(Records from a data source)
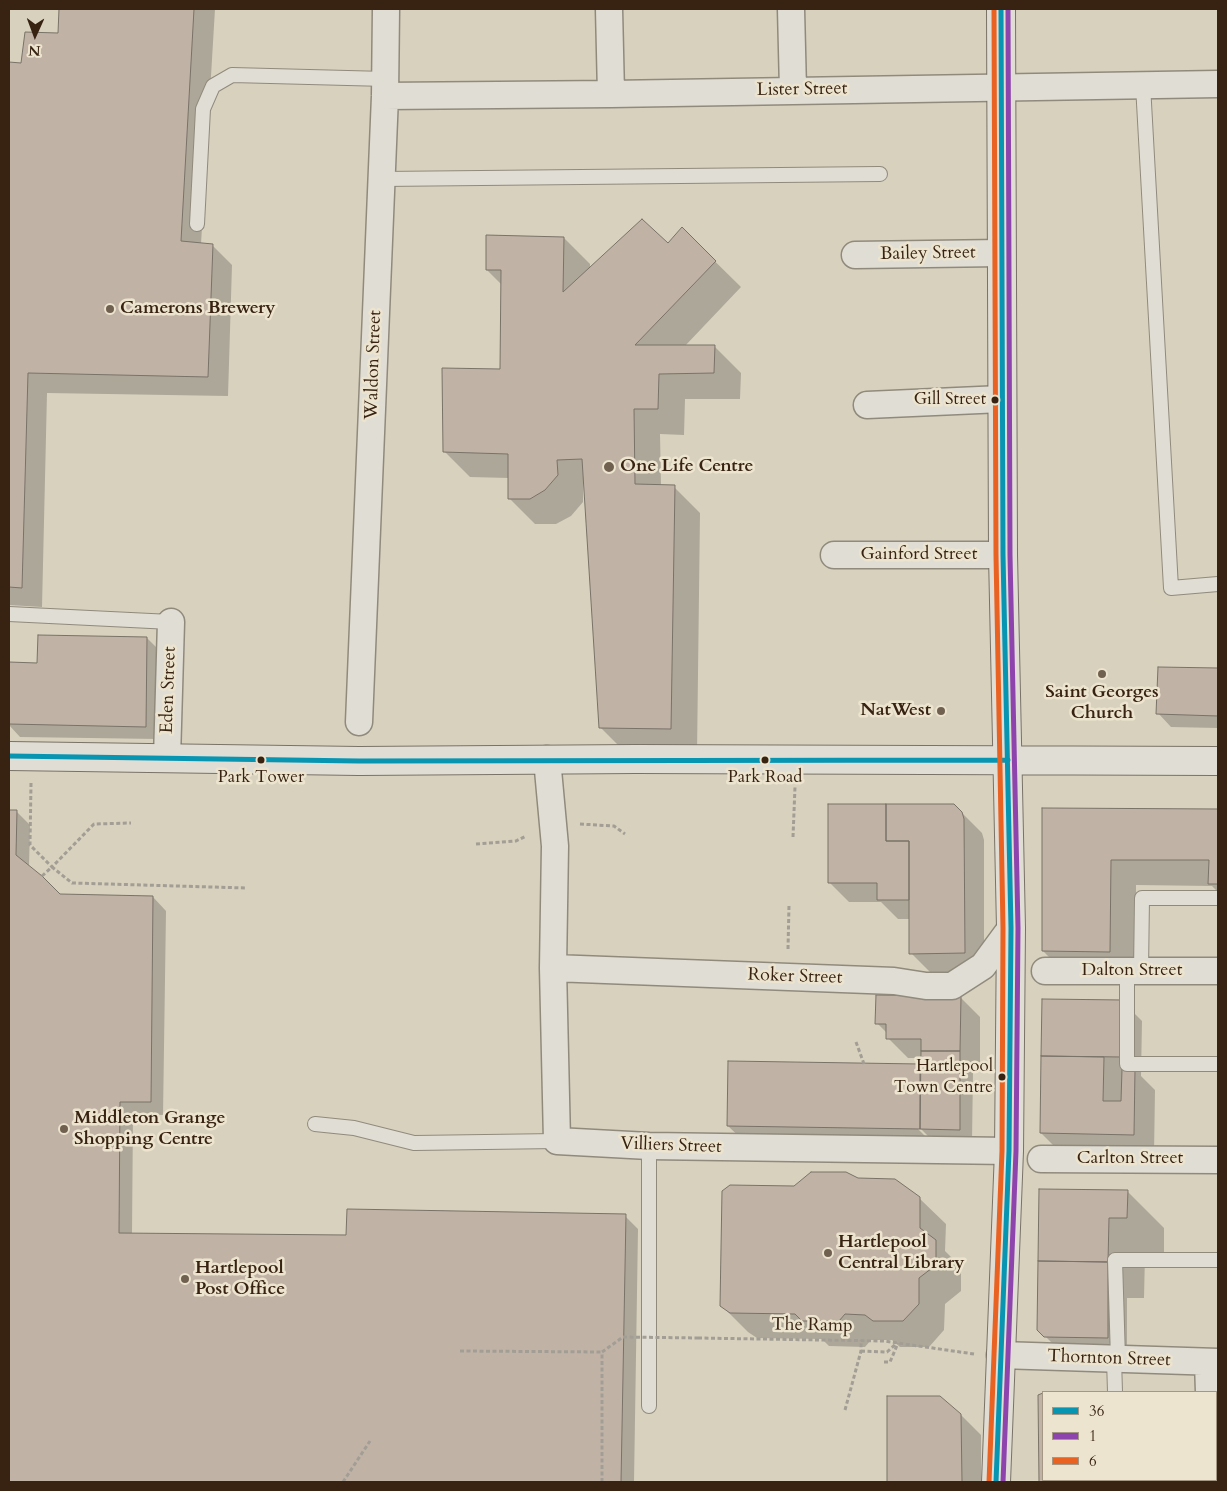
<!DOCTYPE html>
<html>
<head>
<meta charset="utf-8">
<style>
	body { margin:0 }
	#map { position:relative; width:1227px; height:1491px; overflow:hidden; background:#d8d1be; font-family:Cardo,serif }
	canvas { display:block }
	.frame { position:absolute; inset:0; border:10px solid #382313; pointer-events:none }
	.legend { position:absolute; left:1042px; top:1391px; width:175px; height:90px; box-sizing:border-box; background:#ece4ce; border:1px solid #a49783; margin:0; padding:6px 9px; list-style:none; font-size:15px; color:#382313 }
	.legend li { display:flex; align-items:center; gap:10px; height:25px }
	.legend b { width:25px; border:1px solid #a49783 }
	.north { position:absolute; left:10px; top:10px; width:50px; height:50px; -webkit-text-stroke:4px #ece4ce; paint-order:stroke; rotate:182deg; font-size:14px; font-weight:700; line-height:20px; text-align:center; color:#382313 }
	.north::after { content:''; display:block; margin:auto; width:18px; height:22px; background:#382313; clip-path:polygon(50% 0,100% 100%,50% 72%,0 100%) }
</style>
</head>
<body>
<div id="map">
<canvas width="1227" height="1491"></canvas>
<div class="frame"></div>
<ul class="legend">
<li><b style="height:6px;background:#0895b2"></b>36</li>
<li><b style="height:6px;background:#8e44ad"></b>1</li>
<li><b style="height:6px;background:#e96221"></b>6</li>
</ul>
<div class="north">N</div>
</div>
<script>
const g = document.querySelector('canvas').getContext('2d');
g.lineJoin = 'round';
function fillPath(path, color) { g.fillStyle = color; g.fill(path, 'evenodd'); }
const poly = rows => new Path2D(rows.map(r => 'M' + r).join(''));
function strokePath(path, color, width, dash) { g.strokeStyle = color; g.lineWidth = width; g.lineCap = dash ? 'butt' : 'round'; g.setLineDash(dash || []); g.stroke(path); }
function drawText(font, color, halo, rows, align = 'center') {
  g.font = font + ' Cardo,serif'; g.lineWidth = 5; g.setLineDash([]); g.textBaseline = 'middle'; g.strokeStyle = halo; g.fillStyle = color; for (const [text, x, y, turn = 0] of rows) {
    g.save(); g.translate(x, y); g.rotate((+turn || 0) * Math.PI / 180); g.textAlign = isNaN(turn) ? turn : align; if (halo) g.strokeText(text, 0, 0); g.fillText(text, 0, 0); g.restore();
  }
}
fillPath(poly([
	[60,9,215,9,201,244,212,245,232,265,228,396,47,393,42,607,9,605,9,63,22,64,59,34],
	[682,229,741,287,684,347,715,347,741,373,740,399,685,399,684,435,660,434,661,486,674,487,700,513,697,754,627,754,600,727,585,484,583,484,583,502,571,516,556,524,535,524,509,498,509,478,470,477,444,451,501,370,502,285,487,270,564,238,590,264,590,269,668,245],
	[147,638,160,651,158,739,20,737,9,725,9,663,38,664],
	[1159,668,1218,669,1218,728,1171,727,1158,713],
	[1044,809,1218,810,1218,892,1212,886,1136,885,1136,978,1069,977,1043,951],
	[9,811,17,812,30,825,29,867,60,896,153,897,166,911,163,1115,133,1114,132,1234,347,1236,625,1216,638,1229,634,1482,9,1482],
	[961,812,982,833,984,840,984,973,931,973,911,953,911,919,898,919,881,902,849,902,829,882],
	[960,997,980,1017,980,1071,973,1071,972,1142,939,1147,916,1124,915,1126,937,1148,748,1145,728,1126,920,1066,922,1067,922,1058,908,1058,888,1038,888,1034,877,1023],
	[1043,1000,1122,1001,1142,1021,1141,1076,1155,1090,1154,1154,1061,1153,1041,1133],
	[858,1179,919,1198,946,1224,945,1251,961,1267,961,1291,945,1304,944,1330,929,1347,900,1347,892,1340,871,1340,865,1347,829,1346,822,1339,757,1338,748,1332,722,1306,795,1187],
	[1040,1190,1127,1191,1164,1228,1164,1254,1145,1254,1144,1298,1127,1298,1127,1357,1066,1357,1039,1330],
	[1043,1395,1043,1480,1140,1480,1140,1482,1040,1482,1040,1396],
	[888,1397,961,1415,981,1435,981,1482,888,1482]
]), '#0003');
const building = poly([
	[59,9,194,9,181,241,213,244,208,377,28,373,22,588,9,587,9,62,21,63,25,32,58,33,59,9],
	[642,219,668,243,682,227,716,261,635,345,715,345,714,373,659,374,658,409,634,409,635,484,675,485,671,729,599,728,582,459,557,460,558,475,545,490,530,499,508,499,508,454,443,452,442,368,500,369,501,270,486,270,486,235,564,237,563,292,642,219],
	[38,635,147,637,146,727,9,724,9,662,37,663,38,635],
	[1158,667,1218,668,1218,716,1156,714,1158,667],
	[828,804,886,804,886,841,909,841,909,900,877,900,877,883,828,883,828,804],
	[886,804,954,804,962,812,964,819,965,953,909,954,909,841,886,841,886,804],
	[1042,808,1218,809,1218,884,1208,884,1209,860,1111,860,1110,952,1042,951,1042,808],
	[9,810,17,810,16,855,42,876,60,894,153,896,151,1102,120,1102,119,1233,346,1235,347,1209,626,1214,621,1482,9,1482,9,810],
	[876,995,961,996,960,1051,921,1051,921,1039,886,1039,886,1024,875,1024,876,995],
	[1042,999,1123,1000,1122,1057,1041,1056,1042,999],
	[921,1051,960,1051,960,1130,920,1129,921,1051],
	[1041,1056,1104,1057,1103,1101,1121,1101,1122,1069,1135,1069,1134,1135,1040,1133,1041,1056],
	[728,1061,920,1064,920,1129,727,1126,728,1061],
	[811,1172,846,1172,858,1178,895,1179,920,1197,920,1228,936,1240,936,1265,919,1278,919,1304,903,1321,873,1321,865,1315,845,1314,839,1321,802,1321,795,1314,730,1313,720,1306,722,1191,730,1185,794,1186,811,1172],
	[1039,1189,1128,1190,1127,1218,1109,1218,1108,1262,1038,1261,1039,1189],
	[1038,1261,1108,1262,1108,1338,1044,1337,1037,1330,1038,1261],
	[1043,1393,1043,1480,1116,1480,1116,1482,1039,1482,1038,1395,1043,1393],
	[887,1396,940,1396,961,1414,962,1482,887,1482,887,1396]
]);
fillPath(building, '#c1b2a6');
strokePath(building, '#797267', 1);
const lane = poly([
	[1143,85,1171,588,1218,584],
	[382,179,880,174],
	[197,224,203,109,213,86,232,75,386,79],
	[9,614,171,622],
	[1127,971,1127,1064,1218,1064],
	[1141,971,1142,898,1218,898],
	[315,1124,354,1128,414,1143,557,1141],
	[1114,1359,1115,1392],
	[1118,1359,1115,1260,1218,1260],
	[649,1406,649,1146],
	[1119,1480,1119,1482]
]);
const street = poly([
	[609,9,611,94],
	[791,9,793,90],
	[385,96,611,94,1218,84],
	[855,255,1001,253],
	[867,405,1002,399],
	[834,555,1003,555],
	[359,722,385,96,386,9],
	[167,758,171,622],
	[547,759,555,846,553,968,557,1141,649,1146,1009,1151],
	[553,968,894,981,926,986,952,986,983,966,1011,928],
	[1045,971,1218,971],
	[1041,1159,1218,1160],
	[1000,1355,1218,1362],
	[1208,1362,1209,1392],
	[1211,1480,1211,1482]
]);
const secondary = poly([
	[9,756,359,761,636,759,1218,761],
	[996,1482,1009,1151,1011,928,1003,555,1001,9]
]);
strokePath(lane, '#908a7d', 16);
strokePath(street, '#908a7d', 29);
strokePath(secondary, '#797267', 30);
strokePath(poly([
	[31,783,30,845,52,867,94,824,131,823],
	[580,824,614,826,625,834],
	[793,837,795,787],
	[476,844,516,841,526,836],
	[42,876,52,867,72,883,246,888],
	[788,949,789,905],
	[856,1042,864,1064],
	[698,1338,884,1341,974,1354],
	[460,1351,602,1352],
	[861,1351,887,1352,897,1343],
	[602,1352,623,1337],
	[884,1362,890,1362,898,1343],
	[845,1410,861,1351,861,1340],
	[343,1482,370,1441],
	[602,1482,602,1352]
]), '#a29e95', 3, [4, 2.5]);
strokePath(lane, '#e0ddd4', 14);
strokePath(street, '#e0ddd4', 26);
strokePath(secondary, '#e0ddd4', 28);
strokePath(poly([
	[623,1337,698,1338]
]), '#a29e95', 3, [4, 2.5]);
strokePath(poly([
	[9,756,359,761,1008,760],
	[996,1482,1009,1151,1011,928,1003,555,1001,9]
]), '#0895b2', 5);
strokePath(poly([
	[1003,1482,1016,1151,1018,928,1010,555,1008,9]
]), '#8e44ad', 5);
strokePath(poly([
	[989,1482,1002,1151,1003,928,996,555,994,9]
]), '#e96221', 5);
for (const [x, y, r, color] of [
	[110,309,5,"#70604f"],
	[995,400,4.5,"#382313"],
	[609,467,6,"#70604f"],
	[1102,674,5,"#70604f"],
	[941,711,5,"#70604f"],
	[261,760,4.5,"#382313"],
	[765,760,4.5,"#382313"],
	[1002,1077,4.5,"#382313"],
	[64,1129,5,"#70604f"],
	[828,1253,5,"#70604f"],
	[185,1279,5,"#70604f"]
]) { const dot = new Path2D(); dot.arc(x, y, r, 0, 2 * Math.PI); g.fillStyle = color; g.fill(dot); strokePath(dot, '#ece4ce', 2); }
drawText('17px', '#382313', '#ece4ce', [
	["Gill Street",986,400],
	["Park Tower",261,778,"center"],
	["Park Road",765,778,"center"],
	["Hartlepool",993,1067],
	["Town Centre",993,1088]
], 'right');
drawText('18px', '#382313', '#ece4ce', [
	["Lister Street",802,90,-1],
	["Bailey Street",928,254,-1],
	["Waldon Street",374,365,-88],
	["Gainford Street",919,555],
	["Eden Street",169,690,-88],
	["Dalton Street",1132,971],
	["Roker Street",795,977,2],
	["Villiers Street",671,1146,2],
	["Carlton Street",1130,1159],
	["The Ramp",812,1326,1],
	["Thornton Street",1109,1359,2]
]);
drawText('bold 18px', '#382313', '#ece4ce', [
	["Camerons Brewery",120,309],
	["One Life Centre",620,467],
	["Saint Georges",1102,693,"center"],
	["Church",1102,714,"center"],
	["NatWest",931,711,"right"],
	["Middleton Grange",74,1119],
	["Shopping Centre",74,1140],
	["Hartlepool",838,1243],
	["Central Library",838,1264],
	["Hartlepool",195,1269],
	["Post Office",195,1290]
], 'left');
</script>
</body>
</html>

▶ **TASK DETAILS**: Where a line above holds the word "turn", copy it.

▶ **RESPONSE AREA**:
  g.font = font + ' Cardo,serif'; g.lineWidth = 5; g.setLineDash([]); g.textBaseline = 'middle'; g.strokeStyle = halo; g.fillStyle = color; for (const [text, x, y, turn = 0] of rows) {
    g.save(); g.translate(x, y); g.rotate((+turn || 0) * Math.PI / 180); g.textAlign = isNaN(turn) ? turn : align; if (halo) g.strokeText(text, 0, 0); g.fillText(text, 0, 0); g.restore();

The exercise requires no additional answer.